Tego, co ma Microsoft, Sony nie dostanie - mówi założyciel Bethesdy

Tego, co ma Microsoft, Sony nie dostanie - mówi założyciel Bethesdy

Autor: Krzysztof Sulikowski

Opublikowano: 9/28/2020, 6:06 PM

Liczba odsłon: 2642

Christopher Weaver, założyciel Bethesdy i ZeniMax Media, podzielił się swoimi przemyśleniami w związku z niedawnym przejęciem ZeniMax i wszystkich podległych mu studiów przez Microsoft. Weaver odszedł z firmy w 2002 roku, ale pozostał jej największym udziałowcem. Teraz, gdy za sumę 7,5 miliarda dolarów wykupił ją Microsoft, warto zapoznać się z komentarzem oryginalnego twórcy.

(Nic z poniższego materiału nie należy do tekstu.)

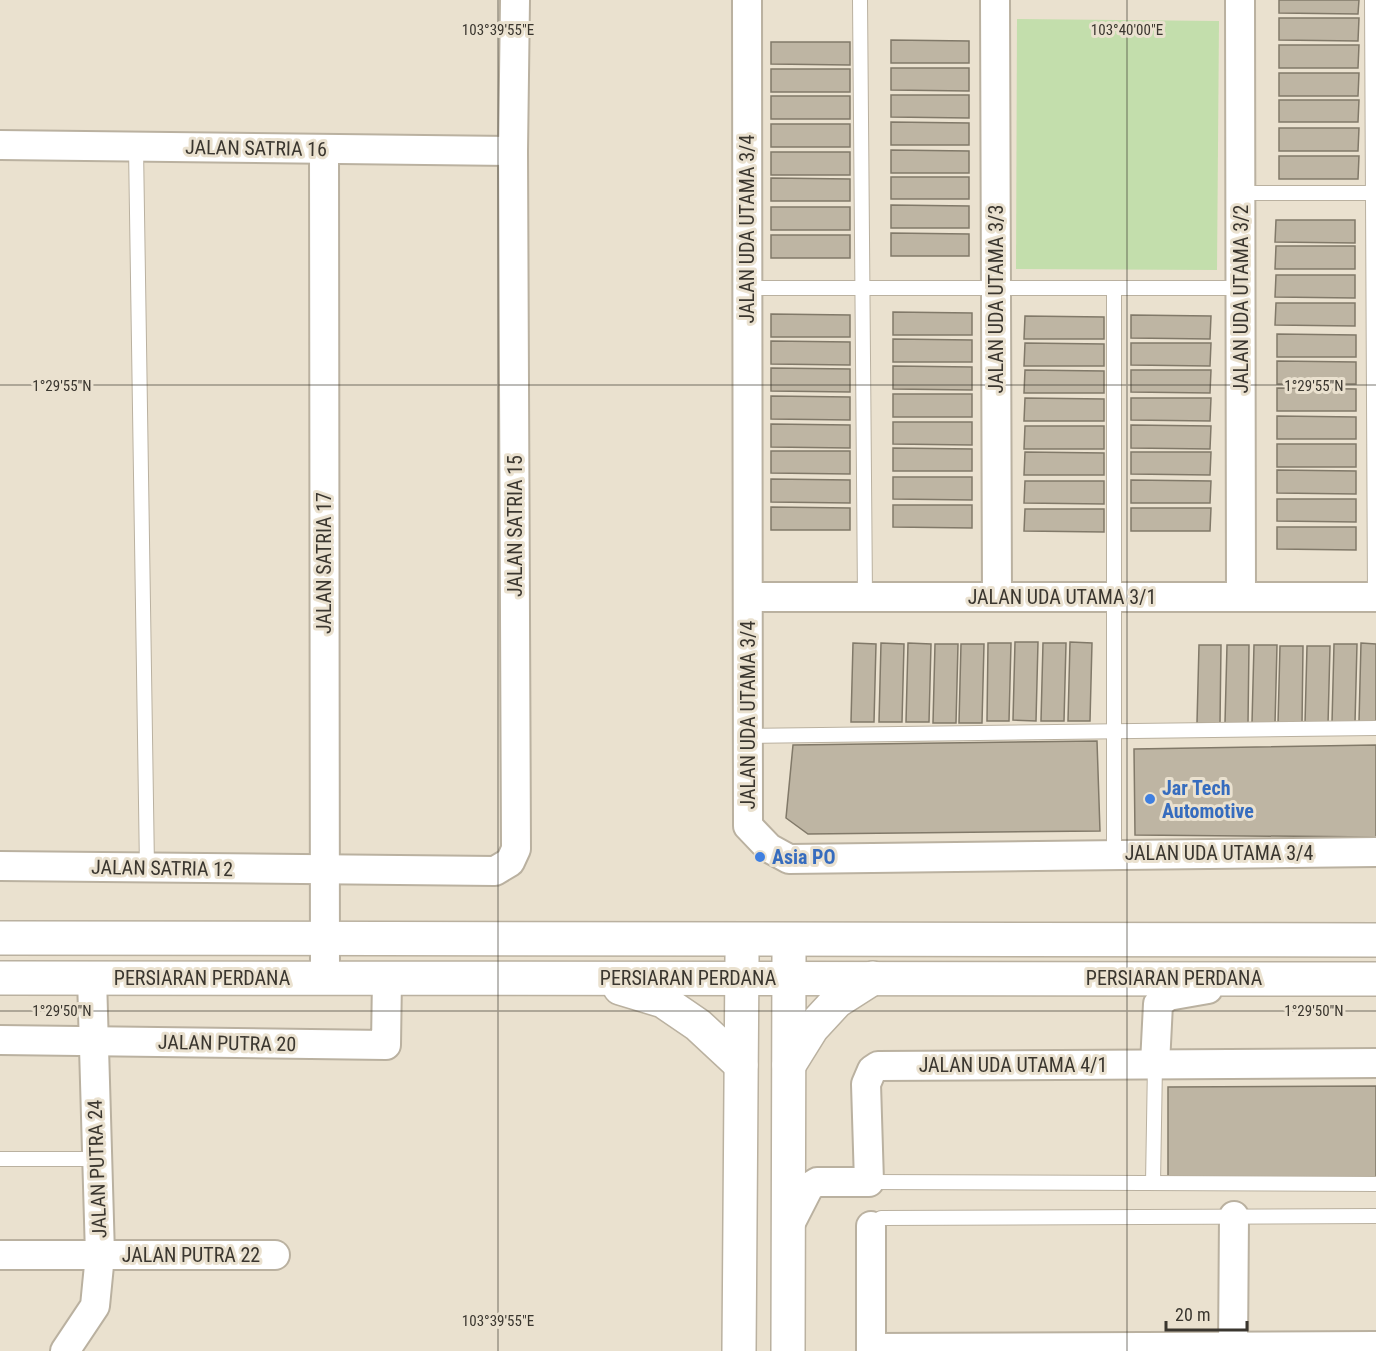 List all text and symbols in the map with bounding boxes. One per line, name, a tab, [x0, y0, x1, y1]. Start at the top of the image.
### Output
text: 103°39'55"E	[462, 21, 534, 39]
text: 103°40'00"E	[1091, 21, 1163, 39]
street label: JALAN SATRIA 16	[185, 135, 327, 161]
street label: JALAN UDA UTAMA 3/4	[735, 135, 759, 323]
street label: JALAN UDA UTAMA 3/3	[984, 205, 1008, 393]
street label: JALAN UDA UTAMA 3/2	[1229, 205, 1253, 393]
text: 1°29'55"N	[32, 377, 92, 395]
text: 1°29'55"N	[1284, 377, 1344, 395]
street label: JALAN SATRIA 15	[503, 455, 527, 597]
street label: JALAN SATRIA 17	[312, 492, 336, 634]
street label: JALAN UDA UTAMA 3/1	[968, 585, 1156, 609]
street label: JALAN UDA UTAMA 3/4	[736, 621, 760, 809]
place label: Jar Tech Automotive	[1162, 776, 1254, 823]
marker: Jar Tech Automotive	[1143, 792, 1157, 806]
street label: JALAN UDA UTAMA 3/4	[1125, 841, 1313, 865]
place label: Asia PO	[772, 845, 836, 869]
marker: Asia PO	[753, 850, 767, 864]
street label: JALAN SATRIA 12	[91, 855, 233, 881]
street label: PERSIARAN PERDANA	[114, 966, 291, 990]
street label: PERSIARAN PERDANA	[600, 966, 777, 990]
street label: PERSIARAN PERDANA	[1086, 966, 1263, 990]
text: 1°29'50"N	[32, 1002, 92, 1020]
text: 1°29'50"N	[1284, 1002, 1344, 1020]
street label: JALAN PUTRA 20	[158, 1030, 296, 1056]
street label: JALAN UDA UTAMA 4/1	[919, 1053, 1107, 1077]
street label: JALAN PUTRA 24	[83, 1099, 111, 1239]
street label: JALAN PUTRA 22	[122, 1243, 260, 1267]
scale bar	[1166, 1294, 1247, 1332]
text: 20 m	[1175, 1304, 1210, 1325]
text: 103°39'55"E	[462, 1312, 534, 1330]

Weaver opisał umowę jako "ekstremalnie interesującą" i wyjaśnił, dlaczego wierzy, że połączenie firm będzie "dobrym małżeństwem z przyszłością".

Microsoft pogłębia swoją ławkę natychmiastowo, z jedną z najbardziej doświadczonych firm w przemyśle rozrywkowym (w czasie, gdy sprzedaż gier wideo jest rekordowo wysoka), a Bethesda osiąga korzyść, mogąc skoncentrować swoją siłę ognia na oprogramowaniu. To dobrze zapowiadające się małżeństwo z rozsądku z dużym, krajowym partnerem publicznym.
— Christopher Weaver, założyciel Bethesdy i ZeniMax Media

Pierwszy szef Bethesdy zauważył, że liczba studiów produkujących gry AAA jest ograniczona i to o nie będzie toczyć się walka Sony i Microsoftu. Przejęcie takiego studia oznacza kontrakt na wyłączność dla PlayStation bądź Xbox.

Istnieje tylko ograniczona liczba sprawdzonych twórców AAA. Tego, co ma Microsoft, Sony nie dostanie.
— Christopher Weaver, założyciel Bethesdy i ZeniMax Media

Jak uważa Weaver, istnieją różne wyznaczniki, jednak "ostatecznym testem" i tak będzie jakość produktów wypuszczanych z biegiem czasu. Przedsiębiorca i deweloper porównuje też przejęcie Bethesdy z wcześniejszym przejęciem Bungie, oryginalnego dewelopera Halo. Według niego był to ważny czynnik, który zapewnił sukces pierwszemu Xboksowi i pomógł marce przetrwać w czasach Xbox 360.

Założyciel Bethesdy przewiduje, że Microsoft "powtórzy jeden ze swoich najlepszych ruchów", a więc uczyni z gier studia swój znak rozpoznawczy. Innymi słowy tak popularne i świetnie sprzedające się serie, jak Fallout czy The Elder Scrolls staną się wizytówką Xboksa i Windows 10. To również oznacza, że gry staną się nieosiągalne na konsolach PlayStation.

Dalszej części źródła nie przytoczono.